# [Instructions to follow]
Nothing but the lines from the start of the entries through the line holding "height:25px; margin:-12.5px; padding:0" is to be repeated, exactly and with pictures excluded.

# [The input]
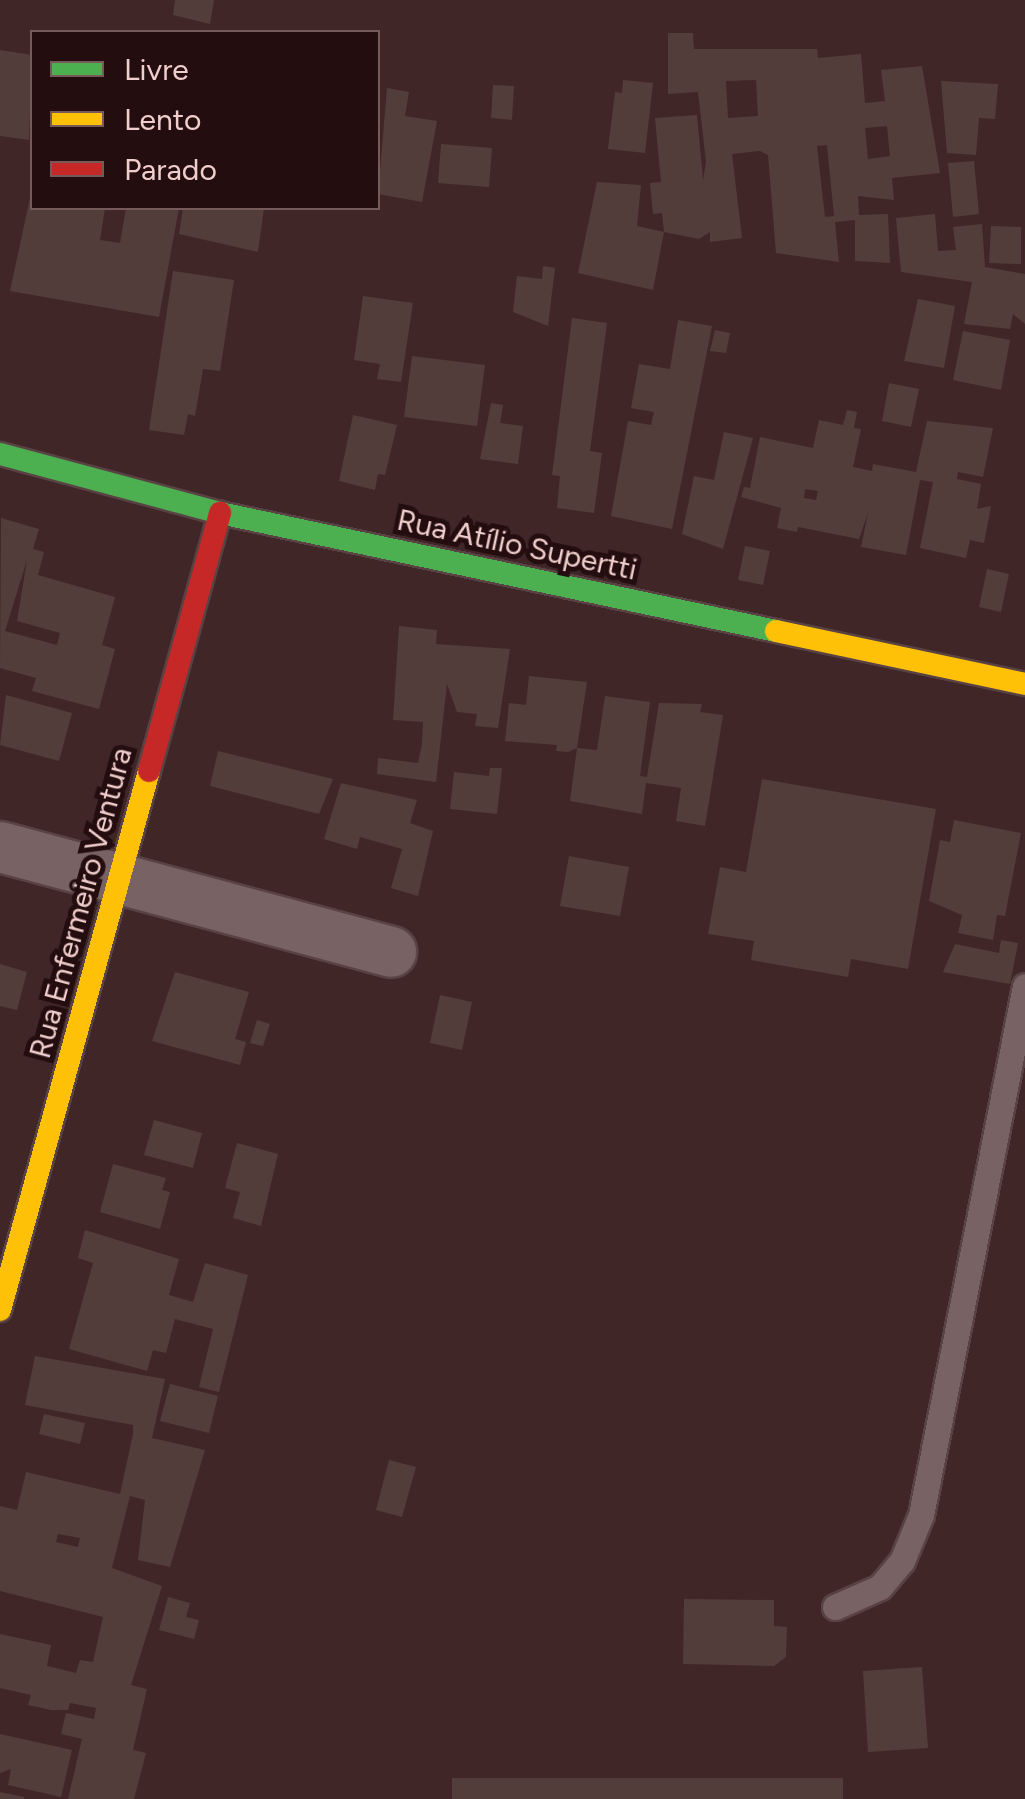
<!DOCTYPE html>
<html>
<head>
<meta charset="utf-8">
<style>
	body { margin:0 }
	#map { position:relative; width:1025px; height:1799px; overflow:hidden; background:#412628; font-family:Figtree,sans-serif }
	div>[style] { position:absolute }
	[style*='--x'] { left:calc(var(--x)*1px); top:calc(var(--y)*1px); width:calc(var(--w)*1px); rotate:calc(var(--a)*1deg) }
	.building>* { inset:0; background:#533d3a }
	.roads { filter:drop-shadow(2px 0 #594243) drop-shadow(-2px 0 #594243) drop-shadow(0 2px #594243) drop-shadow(0 -2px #594243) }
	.lane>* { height:25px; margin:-12.5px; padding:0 12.5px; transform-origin:12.5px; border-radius:12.5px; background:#786263 }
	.street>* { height:50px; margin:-25px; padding:0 25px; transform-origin:25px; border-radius:25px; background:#786263 }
	.fast>* { height:22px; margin:-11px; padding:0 11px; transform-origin:11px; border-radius:11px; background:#4caf50 }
	.slow>* { height:22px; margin:-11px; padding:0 11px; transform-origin:11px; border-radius:11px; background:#ffc107 }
	.jam>* { height:22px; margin:-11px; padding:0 11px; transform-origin:11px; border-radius:11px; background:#c62828 }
	span { translate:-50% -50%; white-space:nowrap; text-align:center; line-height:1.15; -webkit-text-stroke:10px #240d0e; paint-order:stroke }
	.street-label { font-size:30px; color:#f0cecd }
	.legend { position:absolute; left:30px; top:30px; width:350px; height:180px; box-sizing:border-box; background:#240d0e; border:2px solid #765a5a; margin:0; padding:12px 18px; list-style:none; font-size:30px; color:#f0cecd }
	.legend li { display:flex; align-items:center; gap:20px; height:50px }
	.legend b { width:50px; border:2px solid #765a5a }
</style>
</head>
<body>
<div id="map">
	<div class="building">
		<div style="clip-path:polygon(175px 0,214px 0,210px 24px,173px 15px)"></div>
		<div style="clip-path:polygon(evenodd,668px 33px,693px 33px,694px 49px,817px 49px,818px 58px,861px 54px,865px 103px,885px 101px,881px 70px,922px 66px,940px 173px,892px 178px,894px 200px,858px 196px,859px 215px,888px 214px,890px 263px,855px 261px,855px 220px,835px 222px,839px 262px,776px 253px,768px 155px,760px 151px,732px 154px,742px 238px,710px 242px,710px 232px,699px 239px,664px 232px,662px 213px,653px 214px,650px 183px,661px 182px,655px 118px,697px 115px,703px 180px,706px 162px,698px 92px,668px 94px,668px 33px,756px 80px,758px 116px,728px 118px,726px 81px,756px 80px,668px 33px,887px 126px,890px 156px,868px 159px,865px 128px,887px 126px,668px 33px,827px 145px,834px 216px,825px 217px,817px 146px,827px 145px)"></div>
		<div style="clip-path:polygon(0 50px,32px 55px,29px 140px,0 136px)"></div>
		<div style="clip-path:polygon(623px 80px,653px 83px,645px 153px,608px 149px,615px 92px,622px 93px)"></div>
		<div style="clip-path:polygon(941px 81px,998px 84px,995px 119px,979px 118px,976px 155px,947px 153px)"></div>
		<div style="clip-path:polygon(493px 85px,514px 86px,512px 120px,491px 118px)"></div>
		<div style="clip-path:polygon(387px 88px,409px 92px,405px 116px,437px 121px,422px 202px,378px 194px)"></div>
		<div style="clip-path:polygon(441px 144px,492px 148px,489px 187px,438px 183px)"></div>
		<div style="clip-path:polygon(974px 161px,979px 214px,953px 217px,948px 163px)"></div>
		<div style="clip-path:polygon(597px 182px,641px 185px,637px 226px,664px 232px,653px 290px,578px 273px)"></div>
		<div style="clip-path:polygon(31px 193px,32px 208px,105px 208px,100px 240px,120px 243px,126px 208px,179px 208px,159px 317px,10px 291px)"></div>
		<div style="clip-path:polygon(183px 208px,264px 208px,258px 252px,179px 234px)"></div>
		<div style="clip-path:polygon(935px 214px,938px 251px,956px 250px,953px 227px,982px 224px,985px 267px,1025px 274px,1025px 324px,1013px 314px,1010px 329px,964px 324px,972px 282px,901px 272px,896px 218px)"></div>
		<div style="clip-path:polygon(991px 226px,1021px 227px,1021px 264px,989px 263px)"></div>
		<div style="clip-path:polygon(543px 266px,555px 268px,548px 326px,513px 312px,517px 276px,542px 279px)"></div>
		<div style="clip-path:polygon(173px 271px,234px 280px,220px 371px,203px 369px,195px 416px,188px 414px,184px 435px,149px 430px)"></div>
		<div style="clip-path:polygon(363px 296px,413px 303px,401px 382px,377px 379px,380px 364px,354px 360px)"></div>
		<div style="clip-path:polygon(918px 299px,955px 306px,944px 368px,904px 361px)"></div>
		<div style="clip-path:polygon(572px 318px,607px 323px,590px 451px,602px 453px,594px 513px,557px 508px,560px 476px,552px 475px)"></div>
		<div style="clip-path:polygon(678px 320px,712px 326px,672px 529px,611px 516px,628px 421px,651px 425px,654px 412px,631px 408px,639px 364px,670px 369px)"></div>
		<div style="clip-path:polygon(715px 330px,730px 333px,726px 353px,710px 351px)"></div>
		<div style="clip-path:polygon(963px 331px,1010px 340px,1001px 390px,953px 380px)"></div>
		<div style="clip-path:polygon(412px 356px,485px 365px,477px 426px,404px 417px)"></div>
		<div style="clip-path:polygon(889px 383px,919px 389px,911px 427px,882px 421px)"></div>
		<div style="clip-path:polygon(491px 403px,503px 405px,500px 423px,523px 426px,518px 464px,480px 459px)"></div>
		<div style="clip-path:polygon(evenodd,847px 410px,857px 412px,854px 428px,861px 429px,853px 467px,872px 471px,873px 464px,916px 472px,927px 421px,993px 428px,983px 477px,958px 472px,957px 479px,981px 484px,977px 509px,991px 506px,984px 543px,970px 540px,966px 558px,920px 548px,933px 482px,920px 480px,906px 555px,861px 547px,868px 513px,859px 539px,798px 527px,797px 532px,777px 528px,781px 508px,741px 497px,744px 487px,750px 488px,760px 437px,813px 448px,819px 420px,843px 425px,847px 410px,805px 489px,818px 491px,816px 500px,804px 498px,805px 489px)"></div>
		<div style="clip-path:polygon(353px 415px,397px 425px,385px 475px,378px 474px,375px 490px,339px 481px)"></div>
		<div style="clip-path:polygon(724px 432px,753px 438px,723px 549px,682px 534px,694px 476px,714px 480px)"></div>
		<div style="clip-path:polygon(evenodd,1px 518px,39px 529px,33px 549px,44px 552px,38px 575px,115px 597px,102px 645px,115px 649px,99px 709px,32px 691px,36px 678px,0 668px,1px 518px,27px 560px,17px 621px,60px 633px,57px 645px,5px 631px,27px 560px)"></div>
		<div style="clip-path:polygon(745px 546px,770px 551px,763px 585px,738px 580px)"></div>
		<div style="clip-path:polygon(987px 569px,1009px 574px,1001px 612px,979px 607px)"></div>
		<div style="clip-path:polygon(399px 626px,437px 630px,436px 644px,510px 649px,498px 728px,475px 726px,477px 714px,457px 712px,447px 684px,436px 782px,377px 774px,378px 758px,418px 763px,422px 744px,423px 722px,393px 720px)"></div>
		<div style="clip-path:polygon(529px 676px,587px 682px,577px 748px,568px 752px,556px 751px,557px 745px,505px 741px,509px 703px,526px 705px)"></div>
		<div style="clip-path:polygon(6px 695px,72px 713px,59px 761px,0 745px)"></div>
		<div style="clip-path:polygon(605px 696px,650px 702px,640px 776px,647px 777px,659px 703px,702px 704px,700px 712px,723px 715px,705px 826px,676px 821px,681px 788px,646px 783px,642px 814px,570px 801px,577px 748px,597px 750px)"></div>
		<div style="clip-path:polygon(218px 751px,333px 779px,319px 814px,210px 786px)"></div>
		<div style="clip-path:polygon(490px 768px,502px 768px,497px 814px,450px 809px,454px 772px,489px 776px)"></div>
		<div style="clip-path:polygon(762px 779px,936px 809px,908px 969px,851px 959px,848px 977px,751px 960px,754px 941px,708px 934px,720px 867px,746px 872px)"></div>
		<div style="clip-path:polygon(341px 783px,417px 800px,410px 823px,433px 831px,418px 896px,391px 888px,402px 849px,360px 837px,357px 849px,324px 839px)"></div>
		<div style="clip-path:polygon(954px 820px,1021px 833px,1005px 916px,997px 915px,993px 940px,958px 933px,962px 915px,929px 901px,940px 840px,950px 842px)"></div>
		<div style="clip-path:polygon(569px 856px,629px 867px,620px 916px,560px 906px)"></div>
		<div style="clip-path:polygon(1001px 940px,1018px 943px,1010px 984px,943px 972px,955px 944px,999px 953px)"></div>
		<div style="clip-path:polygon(0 964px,27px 972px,17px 1010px,0 1006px)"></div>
		<div style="clip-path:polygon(175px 972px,249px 992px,235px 1039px,246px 1042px,240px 1065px,152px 1041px)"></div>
		<div style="clip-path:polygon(440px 995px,472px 1002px,462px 1050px,430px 1043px)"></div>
		<div style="clip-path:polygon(257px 1020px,270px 1024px,263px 1046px,250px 1043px)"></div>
		<div style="clip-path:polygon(154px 1120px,202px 1133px,193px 1168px,144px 1155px)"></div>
		<div style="clip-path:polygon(237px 1143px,278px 1154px,261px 1226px,233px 1218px,240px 1192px,225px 1188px)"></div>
		<div style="clip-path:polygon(113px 1164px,166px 1178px,162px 1190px,170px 1192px,160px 1229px,100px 1212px)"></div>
		<div style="clip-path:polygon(85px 1230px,179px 1259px,169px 1295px,193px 1302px,205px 1263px,248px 1275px,219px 1392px,199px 1387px,213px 1329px,175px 1319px,166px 1353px,153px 1350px,147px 1371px,69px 1349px,93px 1263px,78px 1258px)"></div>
		<div style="clip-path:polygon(evenodd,35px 1356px,165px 1379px,152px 1438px,205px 1450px,170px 1567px,138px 1560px,145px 1500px,130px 1496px,112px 1568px,162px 1586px,131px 1685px,147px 1689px,133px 1750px,146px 1753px,134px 1799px,68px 1799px,82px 1739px,61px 1734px,66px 1713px,94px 1719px,96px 1708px,70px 1703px,68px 1710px,51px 1710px,28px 1705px,31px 1695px,0 1688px,0 1634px,51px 1645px,47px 1666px,76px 1673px,80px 1660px,93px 1662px,103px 1617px,0 1591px,0 1506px,17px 1510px,26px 1472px,120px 1494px,133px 1434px,133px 1425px,25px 1405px,35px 1356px,58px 1534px,80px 1538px,78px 1547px,56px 1542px,58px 1534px)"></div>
		<div style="clip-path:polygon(170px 1384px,218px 1396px,209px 1433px,160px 1421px)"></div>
		<div style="clip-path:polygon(44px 1414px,85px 1423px,80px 1444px,39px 1434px)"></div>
		<div style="clip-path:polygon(389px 1460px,416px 1467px,402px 1517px,376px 1510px)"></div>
		<div style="clip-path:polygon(168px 1597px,190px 1603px,186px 1617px,199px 1620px,194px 1639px,159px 1630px)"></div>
		<div style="clip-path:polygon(684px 1599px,774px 1600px,774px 1626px,787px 1627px,786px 1657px,774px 1666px,683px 1664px)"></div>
		<div style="clip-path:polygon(922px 1667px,928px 1748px,868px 1752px,863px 1671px)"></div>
		<div style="clip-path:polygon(0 1734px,72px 1750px,61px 1797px,8px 1785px,11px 1769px,0 1773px)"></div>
		<div style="clip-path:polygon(452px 1778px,843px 1778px,843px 1799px,452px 1799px)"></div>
		<div style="clip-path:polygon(0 1792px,24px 1797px,24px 1799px,0 1799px)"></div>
	</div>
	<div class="roads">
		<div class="lane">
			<div style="--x:835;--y:1607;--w:49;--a:-24"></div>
			<div style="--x:880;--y:1587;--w:34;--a:-50"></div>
			<div style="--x:902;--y:1561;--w:50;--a:-67.6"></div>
			<div style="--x:921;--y:1515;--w:539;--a:-78.88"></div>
		</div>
		<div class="street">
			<div style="--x:0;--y:847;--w:405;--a:15"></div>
		</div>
		<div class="fast">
			<div style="--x:0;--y:454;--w:228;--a:15"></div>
			<div style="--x:220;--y:513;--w:568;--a:11.98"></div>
		</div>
		<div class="slow">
			<div style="--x:776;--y:631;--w:255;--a:12"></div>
			<div style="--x:0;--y:1310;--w:559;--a:-74.55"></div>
		</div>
		<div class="jam">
			<div style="--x:149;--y:771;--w:268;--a:-74.6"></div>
		</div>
	</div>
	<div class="street-label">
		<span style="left:517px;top:545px;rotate:12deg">Rua Atílio Supertti</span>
		<span style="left:81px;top:903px;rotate:-75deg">Rua Enfermeiro Ventura</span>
	</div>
	<ul class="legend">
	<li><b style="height:12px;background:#4caf50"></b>Livre</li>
	<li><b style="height:12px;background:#ffc107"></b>Lento</li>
	<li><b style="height:12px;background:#c62828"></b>Parado</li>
	</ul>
</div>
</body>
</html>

# [Reply to the exercise]
<!DOCTYPE html>
<html>
<head>
<meta charset="utf-8">
<style>
	body { margin:0 }
	#map { position:relative; width:1025px; height:1799px; overflow:hidden; background:#412628; font-family:Figtree,sans-serif }
	div>[style] { position:absolute }
	[style*='--x'] { left:calc(var(--x)*1px); top:calc(var(--y)*1px); width:calc(var(--w)*1px); rotate:calc(var(--a)*1deg) }
	.building>* { inset:0; background:#533d3a }
	.roads { filter:drop-shadow(2px 0 #594243) drop-shadow(-2px 0 #594243) drop-shadow(0 2px #594243) drop-shadow(0 -2px #594243) }
	.lane>* { height:25px; margin:-12.5px; padding:0 12.5px; transform-origin:12.5px; border-radius:12.5px; background:#786263 }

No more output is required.